Connect the 120 volt portion of the relay to the circulator power and the blue N/C and common yellow of the relay to the R and G terminal on the furnace. There is not two 24 volt power sources that you mentioned,  also there is no need to disconnect the wires existing on the furnace either.


----------



## overshot (Feb 18, 2009)

RJP Electric said:
			
		

> If you buy a relay like this RIB1UC they are cheap on ebay.
> Connect the 120 volt portion of the relay to the circulator power and the blue N/C and common yellow of the relay to the R and G terminal on the furnace.
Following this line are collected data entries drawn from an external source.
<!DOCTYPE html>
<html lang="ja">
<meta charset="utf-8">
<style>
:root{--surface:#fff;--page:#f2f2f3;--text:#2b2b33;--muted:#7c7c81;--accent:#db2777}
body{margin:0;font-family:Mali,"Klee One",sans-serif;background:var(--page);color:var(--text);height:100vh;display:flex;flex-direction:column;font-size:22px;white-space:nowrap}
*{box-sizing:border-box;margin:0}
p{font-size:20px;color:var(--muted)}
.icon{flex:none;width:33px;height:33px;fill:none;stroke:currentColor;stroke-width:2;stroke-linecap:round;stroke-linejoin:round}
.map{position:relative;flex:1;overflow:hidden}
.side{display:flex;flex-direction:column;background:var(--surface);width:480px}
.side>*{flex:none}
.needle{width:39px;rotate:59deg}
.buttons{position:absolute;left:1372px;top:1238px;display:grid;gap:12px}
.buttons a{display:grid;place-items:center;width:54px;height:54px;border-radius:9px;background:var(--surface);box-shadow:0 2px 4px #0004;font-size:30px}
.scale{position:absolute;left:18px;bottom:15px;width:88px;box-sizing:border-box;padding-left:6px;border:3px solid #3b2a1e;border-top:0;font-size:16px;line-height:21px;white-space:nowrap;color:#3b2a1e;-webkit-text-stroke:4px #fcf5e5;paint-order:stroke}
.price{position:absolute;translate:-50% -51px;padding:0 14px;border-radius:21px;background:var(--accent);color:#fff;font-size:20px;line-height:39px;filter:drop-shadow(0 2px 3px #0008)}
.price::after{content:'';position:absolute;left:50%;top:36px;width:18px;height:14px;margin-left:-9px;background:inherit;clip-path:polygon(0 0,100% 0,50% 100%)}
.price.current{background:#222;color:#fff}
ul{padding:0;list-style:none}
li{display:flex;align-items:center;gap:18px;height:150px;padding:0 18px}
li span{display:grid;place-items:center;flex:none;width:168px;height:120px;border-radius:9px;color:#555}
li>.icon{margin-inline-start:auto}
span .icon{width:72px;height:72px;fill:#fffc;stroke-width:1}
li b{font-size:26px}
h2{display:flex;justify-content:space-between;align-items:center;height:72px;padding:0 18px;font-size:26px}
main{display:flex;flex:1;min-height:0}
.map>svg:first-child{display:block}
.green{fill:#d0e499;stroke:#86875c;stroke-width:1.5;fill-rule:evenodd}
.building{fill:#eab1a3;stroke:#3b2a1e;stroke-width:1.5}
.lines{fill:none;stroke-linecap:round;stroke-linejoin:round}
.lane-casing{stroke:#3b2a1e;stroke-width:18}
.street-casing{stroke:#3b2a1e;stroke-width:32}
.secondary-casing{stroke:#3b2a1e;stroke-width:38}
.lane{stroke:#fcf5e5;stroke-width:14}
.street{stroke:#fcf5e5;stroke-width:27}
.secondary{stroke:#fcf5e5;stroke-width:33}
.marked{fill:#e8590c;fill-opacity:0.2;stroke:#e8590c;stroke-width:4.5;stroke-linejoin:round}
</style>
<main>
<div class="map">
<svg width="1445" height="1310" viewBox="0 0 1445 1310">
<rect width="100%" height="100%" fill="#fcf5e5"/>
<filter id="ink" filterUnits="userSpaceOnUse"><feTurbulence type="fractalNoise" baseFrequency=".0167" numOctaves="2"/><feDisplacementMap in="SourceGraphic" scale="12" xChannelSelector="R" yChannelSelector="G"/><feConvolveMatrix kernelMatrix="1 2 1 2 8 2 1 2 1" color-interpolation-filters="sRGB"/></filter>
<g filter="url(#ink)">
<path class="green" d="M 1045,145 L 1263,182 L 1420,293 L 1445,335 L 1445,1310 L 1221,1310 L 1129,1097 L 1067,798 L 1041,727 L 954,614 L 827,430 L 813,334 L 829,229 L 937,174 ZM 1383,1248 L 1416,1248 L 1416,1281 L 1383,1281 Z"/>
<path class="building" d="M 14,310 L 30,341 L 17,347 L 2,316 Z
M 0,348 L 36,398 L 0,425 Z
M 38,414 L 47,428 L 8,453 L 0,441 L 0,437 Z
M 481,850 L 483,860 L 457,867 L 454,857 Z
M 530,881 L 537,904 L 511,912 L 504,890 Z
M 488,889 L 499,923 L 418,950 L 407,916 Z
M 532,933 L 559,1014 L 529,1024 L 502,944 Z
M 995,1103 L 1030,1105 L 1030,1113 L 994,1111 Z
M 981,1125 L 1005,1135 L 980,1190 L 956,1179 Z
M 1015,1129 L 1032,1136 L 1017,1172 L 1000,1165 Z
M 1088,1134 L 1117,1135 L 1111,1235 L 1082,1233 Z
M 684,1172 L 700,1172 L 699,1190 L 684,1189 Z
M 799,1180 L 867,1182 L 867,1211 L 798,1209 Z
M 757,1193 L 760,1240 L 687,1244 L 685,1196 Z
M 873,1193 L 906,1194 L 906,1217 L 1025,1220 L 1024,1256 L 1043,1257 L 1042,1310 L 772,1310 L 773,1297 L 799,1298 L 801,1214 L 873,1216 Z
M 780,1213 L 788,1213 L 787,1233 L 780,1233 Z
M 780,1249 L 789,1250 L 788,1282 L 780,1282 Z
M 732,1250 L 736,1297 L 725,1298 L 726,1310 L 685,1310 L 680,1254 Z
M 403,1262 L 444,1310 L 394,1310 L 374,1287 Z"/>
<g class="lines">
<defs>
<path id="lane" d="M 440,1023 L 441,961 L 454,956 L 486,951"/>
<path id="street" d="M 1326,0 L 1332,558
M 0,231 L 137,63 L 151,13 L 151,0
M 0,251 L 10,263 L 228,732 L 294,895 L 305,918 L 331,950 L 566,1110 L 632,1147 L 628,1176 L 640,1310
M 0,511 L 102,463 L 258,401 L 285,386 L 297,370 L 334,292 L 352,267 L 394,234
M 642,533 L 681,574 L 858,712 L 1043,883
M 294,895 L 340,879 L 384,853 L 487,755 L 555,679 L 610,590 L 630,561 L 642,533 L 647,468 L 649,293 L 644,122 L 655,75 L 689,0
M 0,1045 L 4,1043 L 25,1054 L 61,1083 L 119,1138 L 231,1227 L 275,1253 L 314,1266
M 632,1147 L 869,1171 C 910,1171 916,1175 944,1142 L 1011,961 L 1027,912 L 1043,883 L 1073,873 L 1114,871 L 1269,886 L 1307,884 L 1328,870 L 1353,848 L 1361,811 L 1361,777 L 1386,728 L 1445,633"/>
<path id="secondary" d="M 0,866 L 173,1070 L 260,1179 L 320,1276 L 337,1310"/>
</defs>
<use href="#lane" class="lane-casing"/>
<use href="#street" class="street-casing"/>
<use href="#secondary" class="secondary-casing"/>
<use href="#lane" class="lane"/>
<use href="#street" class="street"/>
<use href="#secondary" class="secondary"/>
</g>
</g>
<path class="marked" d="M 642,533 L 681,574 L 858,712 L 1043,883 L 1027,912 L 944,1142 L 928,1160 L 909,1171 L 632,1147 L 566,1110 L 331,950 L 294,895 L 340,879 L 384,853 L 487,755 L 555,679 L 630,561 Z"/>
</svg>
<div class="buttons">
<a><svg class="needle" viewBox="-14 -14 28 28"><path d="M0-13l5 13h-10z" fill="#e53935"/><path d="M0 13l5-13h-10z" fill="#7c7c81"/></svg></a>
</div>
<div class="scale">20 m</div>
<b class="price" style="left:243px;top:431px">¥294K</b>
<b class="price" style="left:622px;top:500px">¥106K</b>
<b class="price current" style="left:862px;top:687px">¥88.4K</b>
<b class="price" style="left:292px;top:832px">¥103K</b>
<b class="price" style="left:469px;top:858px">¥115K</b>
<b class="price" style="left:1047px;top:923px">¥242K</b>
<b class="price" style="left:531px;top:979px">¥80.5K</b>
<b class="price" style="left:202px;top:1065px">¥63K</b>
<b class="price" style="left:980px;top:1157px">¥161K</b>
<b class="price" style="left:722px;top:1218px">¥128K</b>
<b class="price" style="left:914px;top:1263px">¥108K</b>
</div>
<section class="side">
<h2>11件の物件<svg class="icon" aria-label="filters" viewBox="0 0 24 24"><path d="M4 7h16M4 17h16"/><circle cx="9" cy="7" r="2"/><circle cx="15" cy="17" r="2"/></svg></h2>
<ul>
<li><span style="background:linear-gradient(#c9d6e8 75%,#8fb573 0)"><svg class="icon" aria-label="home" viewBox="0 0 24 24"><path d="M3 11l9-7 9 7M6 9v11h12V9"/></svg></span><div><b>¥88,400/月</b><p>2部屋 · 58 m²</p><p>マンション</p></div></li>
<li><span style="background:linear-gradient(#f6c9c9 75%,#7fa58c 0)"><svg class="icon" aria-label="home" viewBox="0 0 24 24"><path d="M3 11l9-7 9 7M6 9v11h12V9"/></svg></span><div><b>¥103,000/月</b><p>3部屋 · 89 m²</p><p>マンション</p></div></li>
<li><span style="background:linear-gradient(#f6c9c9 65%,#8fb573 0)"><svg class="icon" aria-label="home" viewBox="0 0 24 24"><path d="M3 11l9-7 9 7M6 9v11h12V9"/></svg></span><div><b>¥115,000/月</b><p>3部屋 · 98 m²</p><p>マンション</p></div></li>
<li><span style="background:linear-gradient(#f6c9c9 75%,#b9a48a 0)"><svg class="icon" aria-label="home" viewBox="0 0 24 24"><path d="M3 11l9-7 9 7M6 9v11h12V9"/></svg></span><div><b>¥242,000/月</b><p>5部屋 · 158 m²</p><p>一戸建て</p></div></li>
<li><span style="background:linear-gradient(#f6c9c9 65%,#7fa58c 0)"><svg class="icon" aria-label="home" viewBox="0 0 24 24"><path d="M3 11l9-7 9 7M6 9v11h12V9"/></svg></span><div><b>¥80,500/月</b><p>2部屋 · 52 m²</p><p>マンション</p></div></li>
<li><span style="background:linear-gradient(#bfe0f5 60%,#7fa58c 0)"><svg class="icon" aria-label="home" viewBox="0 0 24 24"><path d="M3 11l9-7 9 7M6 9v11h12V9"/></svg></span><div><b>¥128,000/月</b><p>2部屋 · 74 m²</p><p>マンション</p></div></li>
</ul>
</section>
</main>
There is not two 24 volt power sources that you mentioned,  also there is no need to disconnect the wires existing on the furnace either.




Or try Automation Direct (online)#QM2N1-A120 $4.25 Relay, #SQMO8D $3.25 Socket


----------



## Chris S (Feb 18, 2009)

We have installed several system such as you describe, installing an aquastat  ( in a well, but strap on will work, also)  on the return piping from the blower, usually set at 160, so as not to blow cold air.  The aquastat is a switch, and doesn't care what the voltage is.  It can then be wired parallel to the blower wiring to turn on the blower only when heat is sensed, and shut it off as temperature drops.  One problem you may want to look out for,  is if your piping/ flow is inadequate for your coil, it is going to switch on and off as it heats and cools, just a heads up.

As mentioned above however you should have a t stat so that you don't overheat.  This is liable to be a big btu draw on your system, and you;ll want to contro; it.

As to what Smee said , a relay, such as a honeywell 8845U will probably do what you want, it has auxillary contacts, and can be used to take the place of sevaral other relays.

Chris


----------



## MaryM (Feb 24, 2009)

thanks everyone with their well thought out responses. they were all very helpful. 
Well, i decided to go the relay route, it was considerably cheaper than the strap on aquastat.
The RIBUIC arrived today. not much literature though with it, actually just the box. This is how i was going to wire it:
on the 120vac side ......the line coming from the aquastat to the circulator, i can just splice off of that line to the relay(Wht/Blk). and the other line from the relay(Wht/Yel) goes back to white neutral.  
Hopefully, I have that right. thanks again everyone


----------



## MaryM (Feb 25, 2009)

well i have the RIBU1C hooked up but the problem is when the aquastat is not activated the fan runs. when the 
aquastat is activated the fan turns off. i reversed the lines on the fan side but same result. I have a feeling that the 
orange (ORG)  line needs to be connected to the fan terminal rather than the yellow line. back down to the basement.....


----------



## overshot (Feb 25, 2009)

Relays come with NO (normally open) and NC (normally closed) contacts. It sounds like you have the fan hooked up to NC - this keeps the fan on when the circulator is off and when the circulator is on the fan turns off. Change your wires on the relay to NO and it should work.


----------



## MaryM (Feb 25, 2009)

as Kramer says      "OOOOOO  MOMMMA!" 

sometimes it just the small insignificant things in life......


----------



## MaryM (Feb 25, 2009)

exactly overshot, it works, thanks

and thanks RJP  works great!


----------